On Sun, Jul 03, 2005 at 12:57:54PM -0400, Tom Lane wrote:
> Marko Kreen <marko@l-t.ee> writes:
> > On Sun, Jul 03, 2005 at 12:02:38PM -0400, Tom Lane wrote:
> >> That doesn't seem like a good idea at all.  Why shouldn't an encryptable
> >> value be NULL?  I think you should just make 'em strict.
> 
> > Well, I have mainly issues with decrypt part.  I'd like
> > to say, if decrypt succeeds, whoever put the data there,
> > had the key.  Existing decrypt() has a smell of it - there
> > is 1/256 chance that data modification won't be detected.
> 
> And that has what to do with throwing an error on NULL input?

It is not an encrypted value so do not succeed.

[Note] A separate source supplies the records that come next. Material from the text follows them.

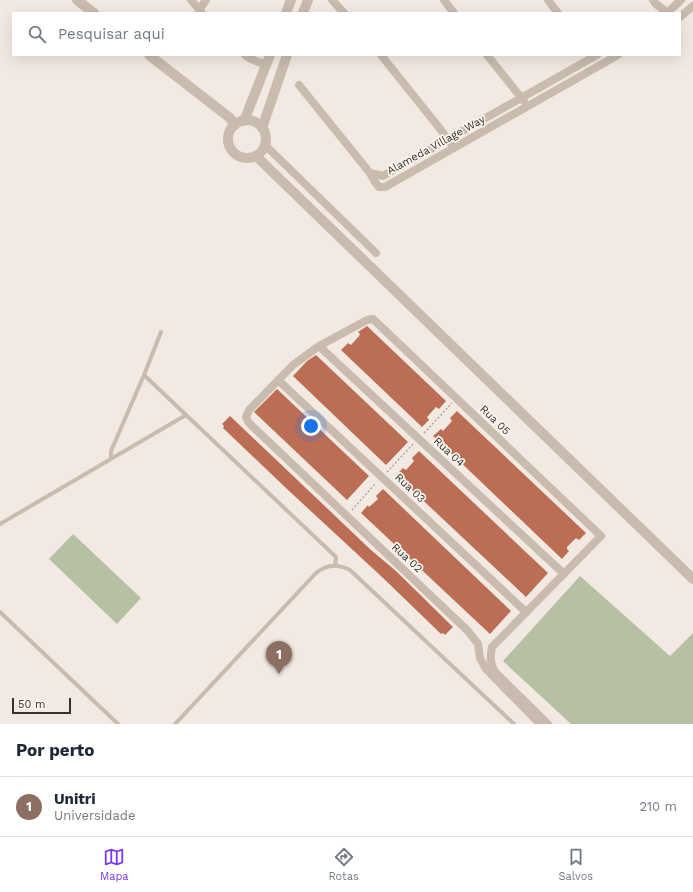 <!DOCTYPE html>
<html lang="pt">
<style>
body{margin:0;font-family:"Work Sans",sans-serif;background:#f2f2f3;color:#1f2937}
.scale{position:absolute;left:12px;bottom:10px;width:59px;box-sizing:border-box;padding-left:4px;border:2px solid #39302c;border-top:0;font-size:11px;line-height:14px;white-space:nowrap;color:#39302c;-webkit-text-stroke:3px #f9f4ee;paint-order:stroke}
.you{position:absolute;left:311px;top:426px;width:14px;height:14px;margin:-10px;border:3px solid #fff;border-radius:50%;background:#1a73e8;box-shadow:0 0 0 6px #1a73e833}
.badge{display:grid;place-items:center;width:26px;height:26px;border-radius:50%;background:#7c3aed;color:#fff;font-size:13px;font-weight:700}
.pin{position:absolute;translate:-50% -33px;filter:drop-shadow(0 1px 2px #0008)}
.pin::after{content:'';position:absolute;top:21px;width:14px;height:12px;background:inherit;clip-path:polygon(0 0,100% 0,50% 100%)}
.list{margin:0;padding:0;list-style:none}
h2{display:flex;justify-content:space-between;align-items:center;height:52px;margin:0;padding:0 16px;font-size:17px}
h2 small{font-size:13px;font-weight:400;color:#747a83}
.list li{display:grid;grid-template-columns:26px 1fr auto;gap:12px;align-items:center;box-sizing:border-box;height:60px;padding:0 16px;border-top:1px solid #e0e1e3}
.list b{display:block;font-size:15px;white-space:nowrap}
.list p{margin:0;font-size:13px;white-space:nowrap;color:#747a83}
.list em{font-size:13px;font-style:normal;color:#747a83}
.icon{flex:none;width:22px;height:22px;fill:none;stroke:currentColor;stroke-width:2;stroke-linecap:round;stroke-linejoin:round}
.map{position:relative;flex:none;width:693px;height:724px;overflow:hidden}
.search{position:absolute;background:#fff;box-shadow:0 4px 16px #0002;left:12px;right:12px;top:12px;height:44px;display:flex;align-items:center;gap:10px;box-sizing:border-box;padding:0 14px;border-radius:0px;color:#747a83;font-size:15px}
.sheet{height:112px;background:#fff}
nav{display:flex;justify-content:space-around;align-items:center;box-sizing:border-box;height:56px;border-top:1px solid #e0e1e3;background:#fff;font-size:11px;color:#747a83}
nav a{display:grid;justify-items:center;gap:2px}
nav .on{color:#7c3aed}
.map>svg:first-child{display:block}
</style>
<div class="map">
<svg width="693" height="724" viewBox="0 0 693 724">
<rect width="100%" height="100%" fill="#f2eae2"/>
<!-- green -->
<path fill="#b6c0a3" d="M 73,534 L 141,598 L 117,624 L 49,559 Z
M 580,576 L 670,656 L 693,633 L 693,724 L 571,724 L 503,661 Z"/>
<!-- building -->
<path fill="#bc6e55" d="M 367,326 L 446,401 L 439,409 L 436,407 L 428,416 L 427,417 L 429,420 L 422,427 L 341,350 L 348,343 L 351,345 L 359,336 L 360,334 L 358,332 Z
M 316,355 L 408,442 L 386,465 L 293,376 L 307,361 Z
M 277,389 L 369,476 L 347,500 L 254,412 Z
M 457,411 L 586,533 L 579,540 L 576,538 L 567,547 L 567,549 L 569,551 L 562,559 L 433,436 L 441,429 L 443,431 L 452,421 L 450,418 Z
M 230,416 L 371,550 L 396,571 L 453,627 L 445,635 L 443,633 L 441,634 L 382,577 L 287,489 L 223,428 L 224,426 L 222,424 Z
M 419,451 L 548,573 L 526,597 L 396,475 L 403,468 L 406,470 L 414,461 L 412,458 Z
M 383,489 L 511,611 L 490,634 L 361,513 L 368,505 L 369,507 L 378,499 L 376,496 Z"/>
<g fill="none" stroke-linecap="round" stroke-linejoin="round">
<!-- path -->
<path stroke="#b5a598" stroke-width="1.5" stroke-dasharray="2 2" stroke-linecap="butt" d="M 424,433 L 452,403
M 387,472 L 413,444
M 352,510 L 376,483"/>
<!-- service -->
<path stroke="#c9bbae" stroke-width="4" d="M 144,375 L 336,557 L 335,565
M 111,459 L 111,451 L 144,375 L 161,332
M 0,524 L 186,415
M 0,612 L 118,724
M 175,724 L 315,574 C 326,564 337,563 350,570 L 514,724"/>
<!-- minor -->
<path stroke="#c9bbae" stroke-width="8" d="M 191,0 L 202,13
M 332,0 L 344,13
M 444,0 L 454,13
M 548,0 L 558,13
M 653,0 L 656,4 L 668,13
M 199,10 L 206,0
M 667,13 L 681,0
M 680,17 L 693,6
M 245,55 L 249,58 L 266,65
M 381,55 L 441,130 L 451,144
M 487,55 L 524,101
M 299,85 L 370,173 L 375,182 L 379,187 L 385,187 L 618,55
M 265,145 L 376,253
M 370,173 L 383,176 L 597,55
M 319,346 L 564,574
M 278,380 L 526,612
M 540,724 L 486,669 L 480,658 L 478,644 L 468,631 L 249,423 L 246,417 L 249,410 L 293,365 L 319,346 L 367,320 L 373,319 L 601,536 L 492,647 C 490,657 490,663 495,672 L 548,724"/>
<!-- tertiary -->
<path stroke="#c9bbae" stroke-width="10" d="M 77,0 L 94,13
M 286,13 L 291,0
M 303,13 L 308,0
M 149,55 L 230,118 L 235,125
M228 139a19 19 0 1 1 38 0a19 19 0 1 1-38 0Z
M 244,121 L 270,55
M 262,128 L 287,55
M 256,156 L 693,579"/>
</g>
<g text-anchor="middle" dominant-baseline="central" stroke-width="3.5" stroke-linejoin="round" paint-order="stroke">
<!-- street labels -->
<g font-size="11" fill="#39302c" stroke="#f9f4ee">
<text transform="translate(436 145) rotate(-29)">Alameda Village Way</text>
<text transform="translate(495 420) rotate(44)">Rua 05</text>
<text transform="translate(449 452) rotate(43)">Rua 04</text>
<text transform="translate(410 488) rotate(43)">Rua 03</text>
<text transform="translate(407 558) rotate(43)">Rua 02</text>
</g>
</g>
</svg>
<div class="scale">50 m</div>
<div class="you"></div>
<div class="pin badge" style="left:279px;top:674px;background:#8d6e63">1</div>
<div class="search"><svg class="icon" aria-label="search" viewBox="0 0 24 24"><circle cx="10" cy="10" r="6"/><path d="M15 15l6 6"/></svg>Pesquisar aqui</div>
</div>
<section class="sheet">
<h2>Por perto<small></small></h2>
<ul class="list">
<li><span class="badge" style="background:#8d6e63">1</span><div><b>Unitri</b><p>Universidade</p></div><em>210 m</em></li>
</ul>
</section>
<nav>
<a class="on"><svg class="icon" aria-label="map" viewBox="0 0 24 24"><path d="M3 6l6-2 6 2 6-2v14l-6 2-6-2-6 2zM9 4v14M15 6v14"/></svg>Mapa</a>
<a><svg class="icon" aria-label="directions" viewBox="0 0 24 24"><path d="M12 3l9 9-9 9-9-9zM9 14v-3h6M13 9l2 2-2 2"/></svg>Rotas</a>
<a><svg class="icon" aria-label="saved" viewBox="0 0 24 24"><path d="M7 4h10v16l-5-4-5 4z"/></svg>Salvos</a>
</nav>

> > As for the crypt() case, lets say you have a new user with
> > hashed password field NULL.  In addition, you have client
> > program that compares crypt() result with hashed field
> > itself, in addition it handles NULL's as empty string.
> > Result: it is possible to login with any password.
> > Lots of assumptions but in eg. PHP case they are all filled.
> 
> A NULL password field is intended to have exactly that effect, no?

I hope not.

But I think I see - throwing error on NULL goes against standard
practice and anyway NULL handling should be user responsibility,
not pgcrypto's.

Maybe I'm getting too paranoid from tracking all the error
conditions in pgp code.

Michael, the result is, you can make them all STRICT.